(WORK ORDER): Give back the whole listing exactly as written, pictures excluded.

(SOURCE RECORDS):
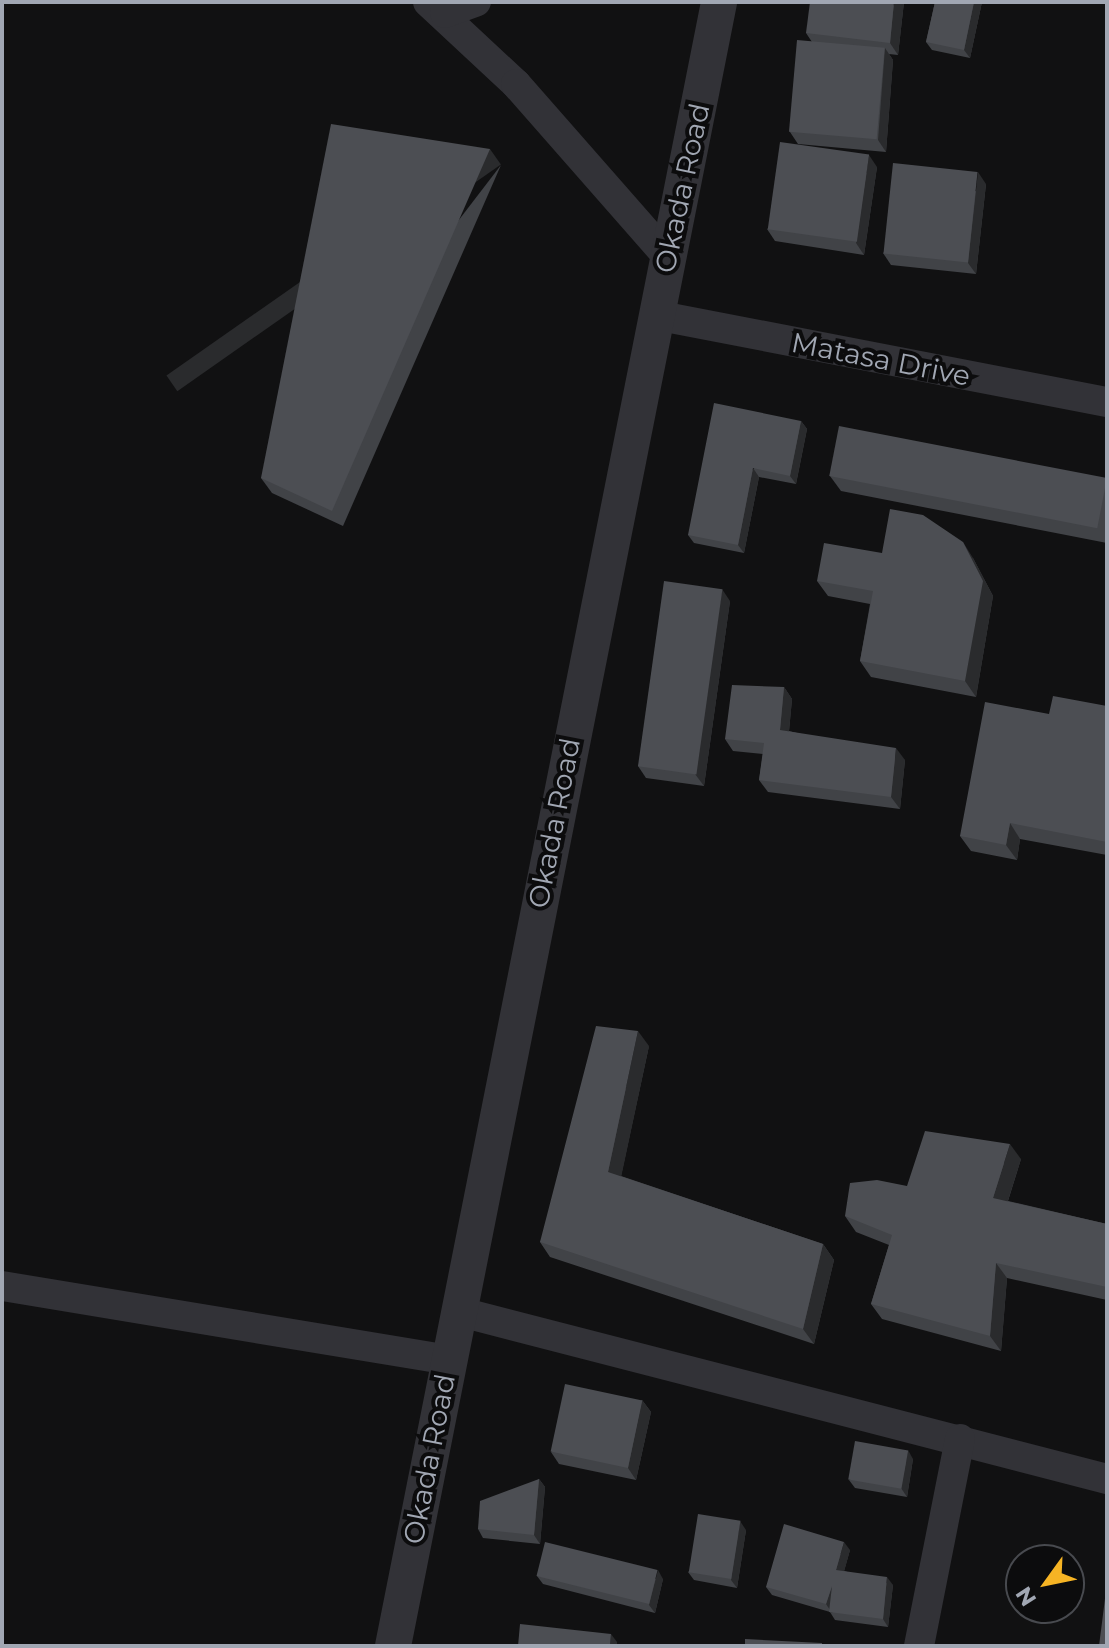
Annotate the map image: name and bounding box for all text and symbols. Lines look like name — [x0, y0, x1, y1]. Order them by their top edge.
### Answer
street label: Okada Road — [648, 100, 716, 276]
street label: Matasa Drive — [789, 325, 973, 393]
street label: Okada Road — [521, 735, 587, 911]
street label: Okada Road — [396, 1371, 462, 1547]
north arrow — [1005, 1544, 1085, 1624]
text: N — [1010, 1581, 1042, 1611]

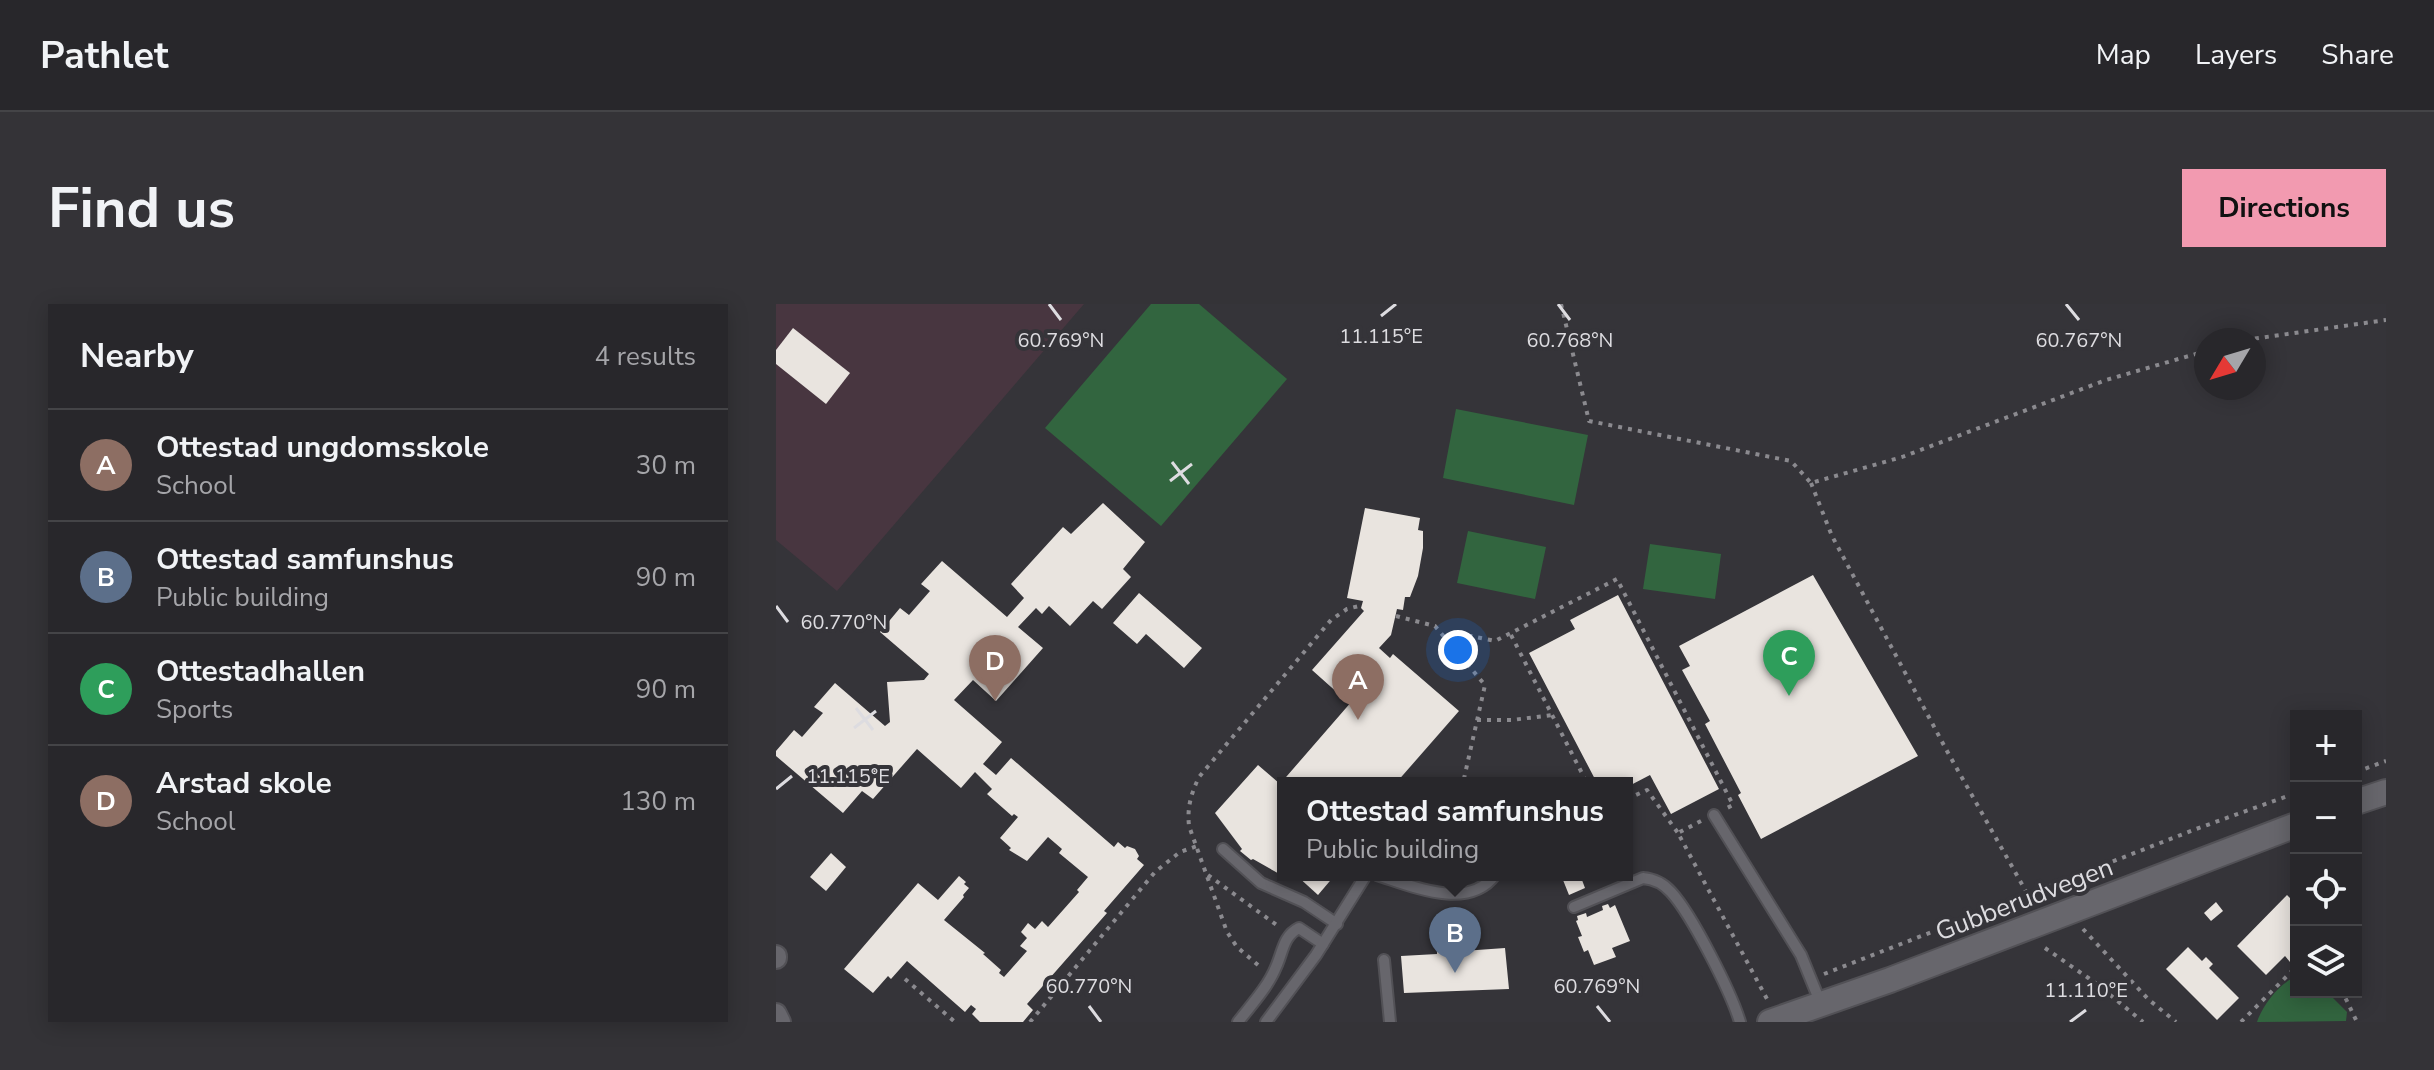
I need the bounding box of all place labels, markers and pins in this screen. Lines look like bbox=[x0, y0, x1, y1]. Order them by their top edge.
pin: C bbox=[1763, 630, 1815, 696]
pin: D bbox=[969, 635, 1021, 701]
pin: A bbox=[1332, 654, 1384, 720]
pin: B bbox=[1429, 907, 1481, 973]

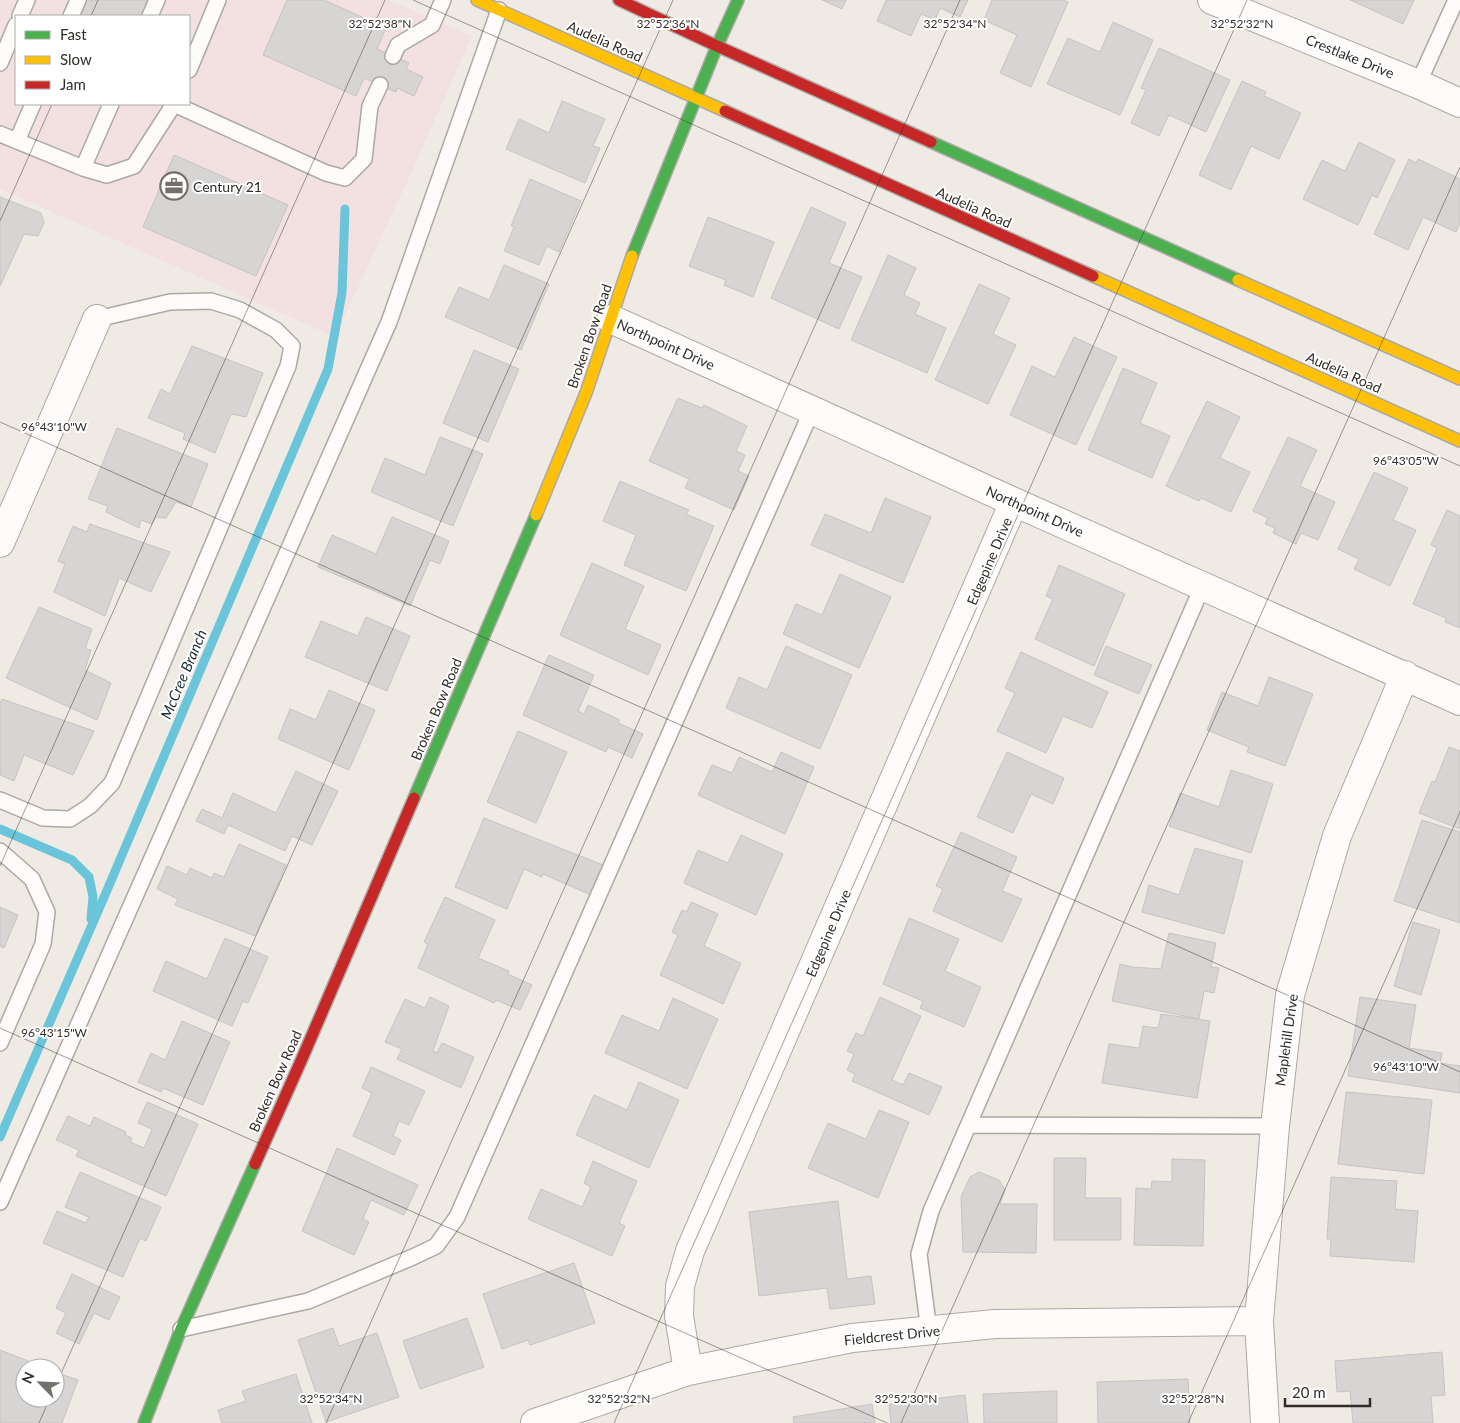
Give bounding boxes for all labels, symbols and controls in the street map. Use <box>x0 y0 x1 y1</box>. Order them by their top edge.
legend <box>15 15 190 105</box>
text: 32°52'38"N <box>349 16 411 31</box>
text: 32°52'36"N <box>637 16 699 31</box>
text: 32°52'34"N <box>924 16 986 31</box>
text: 32°52'32"N <box>1211 16 1273 31</box>
street label: Audelia Road <box>565 17 645 65</box>
text: Fast <box>60 25 87 43</box>
street label: Crestlake Drive <box>1303 31 1397 81</box>
text: Slow <box>60 50 92 68</box>
text: Jam <box>60 75 86 93</box>
office icon: Century 21 <box>159 171 189 201</box>
place label: Century 21 <box>193 178 262 195</box>
street label: Audelia Road <box>934 183 1014 231</box>
street label: Broken Bow Road <box>563 282 615 390</box>
street label: Northpoint Drive <box>614 315 718 373</box>
street label: Audelia Road <box>1304 348 1384 396</box>
text: 96°43'10"W <box>21 419 88 434</box>
text: 96°43'05"W <box>1373 453 1440 468</box>
street label: Northpoint Drive <box>983 482 1087 540</box>
street label: Edgepine Drive <box>963 515 1015 607</box>
water label: McCree Branch <box>156 627 210 721</box>
street label: Broken Bow Road <box>407 655 465 763</box>
street label: Edgepine Drive <box>802 887 854 979</box>
street label: Maplehill Drive <box>1271 993 1301 1087</box>
text: 96°43'15"W <box>21 1025 88 1040</box>
street label: Broken Bow Road <box>245 1028 305 1134</box>
text: 96°43'10"W <box>1373 1059 1440 1074</box>
street label: Fieldcrest Drive <box>843 1321 941 1349</box>
north arrow <box>15 1358 65 1408</box>
text: N <box>18 1369 38 1386</box>
scale bar <box>1285 1376 1370 1408</box>
text: 20 m <box>1292 1383 1326 1401</box>
text: 32°52'34"N <box>300 1391 362 1406</box>
text: 32°52'32"N <box>588 1391 650 1406</box>
text: 32°52'30"N <box>875 1391 937 1406</box>
text: 32°52'28"N <box>1162 1391 1224 1406</box>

(EXERCISE SOLUTION):
Annotate the map image: name and bounding box for all text and symbols. Lines look like name — [x0, y0, x1, y1]. Order them by their top edge.
### Answer
street label: Okada Road — [648, 100, 716, 276]
street label: Matasa Drive — [789, 325, 973, 393]
street label: Okada Road — [521, 735, 587, 911]
street label: Okada Road — [396, 1371, 462, 1547]
north arrow — [1005, 1544, 1085, 1624]
text: N — [1010, 1581, 1042, 1611]

I need the bounding box of all place labels, markers and pins in this screen. Lines look like bbox=[x0, y0, x1, y1]. Order them by their top edge.
pin: C bbox=[1763, 630, 1815, 696]
pin: D bbox=[969, 635, 1021, 701]
pin: A bbox=[1332, 654, 1384, 720]
pin: B bbox=[1429, 907, 1481, 973]

Give bounding boxes for all labels, symbols and controls in the street map. Use <box>x0 y0 x1 y1</box>. Order them by their top edge.
legend <box>15 15 190 105</box>
text: 32°52'38"N <box>349 16 411 31</box>
text: 32°52'36"N <box>637 16 699 31</box>
text: 32°52'34"N <box>924 16 986 31</box>
text: 32°52'32"N <box>1211 16 1273 31</box>
street label: Audelia Road <box>565 17 645 65</box>
text: Fast <box>60 25 87 43</box>
street label: Crestlake Drive <box>1303 31 1397 81</box>
text: Slow <box>60 50 92 68</box>
text: Jam <box>60 75 86 93</box>
office icon: Century 21 <box>159 171 189 201</box>
place label: Century 21 <box>193 178 262 195</box>
street label: Audelia Road <box>934 183 1014 231</box>
street label: Broken Bow Road <box>563 282 615 390</box>
street label: Northpoint Drive <box>614 315 718 373</box>
street label: Audelia Road <box>1304 348 1384 396</box>
text: 96°43'10"W <box>21 419 88 434</box>
text: 96°43'05"W <box>1373 453 1440 468</box>
street label: Northpoint Drive <box>983 482 1087 540</box>
street label: Edgepine Drive <box>963 515 1015 607</box>
water label: McCree Branch <box>156 627 210 721</box>
street label: Broken Bow Road <box>407 655 465 763</box>
street label: Edgepine Drive <box>802 887 854 979</box>
street label: Maplehill Drive <box>1271 993 1301 1087</box>
text: 96°43'15"W <box>21 1025 88 1040</box>
street label: Broken Bow Road <box>245 1028 305 1134</box>
text: 96°43'10"W <box>1373 1059 1440 1074</box>
street label: Fieldcrest Drive <box>843 1321 941 1349</box>
north arrow <box>15 1358 65 1408</box>
text: N <box>18 1369 38 1386</box>
scale bar <box>1285 1376 1370 1408</box>
text: 20 m <box>1292 1383 1326 1401</box>
text: 32°52'34"N <box>300 1391 362 1406</box>
text: 32°52'32"N <box>588 1391 650 1406</box>
text: 32°52'30"N <box>875 1391 937 1406</box>
text: 32°52'28"N <box>1162 1391 1224 1406</box>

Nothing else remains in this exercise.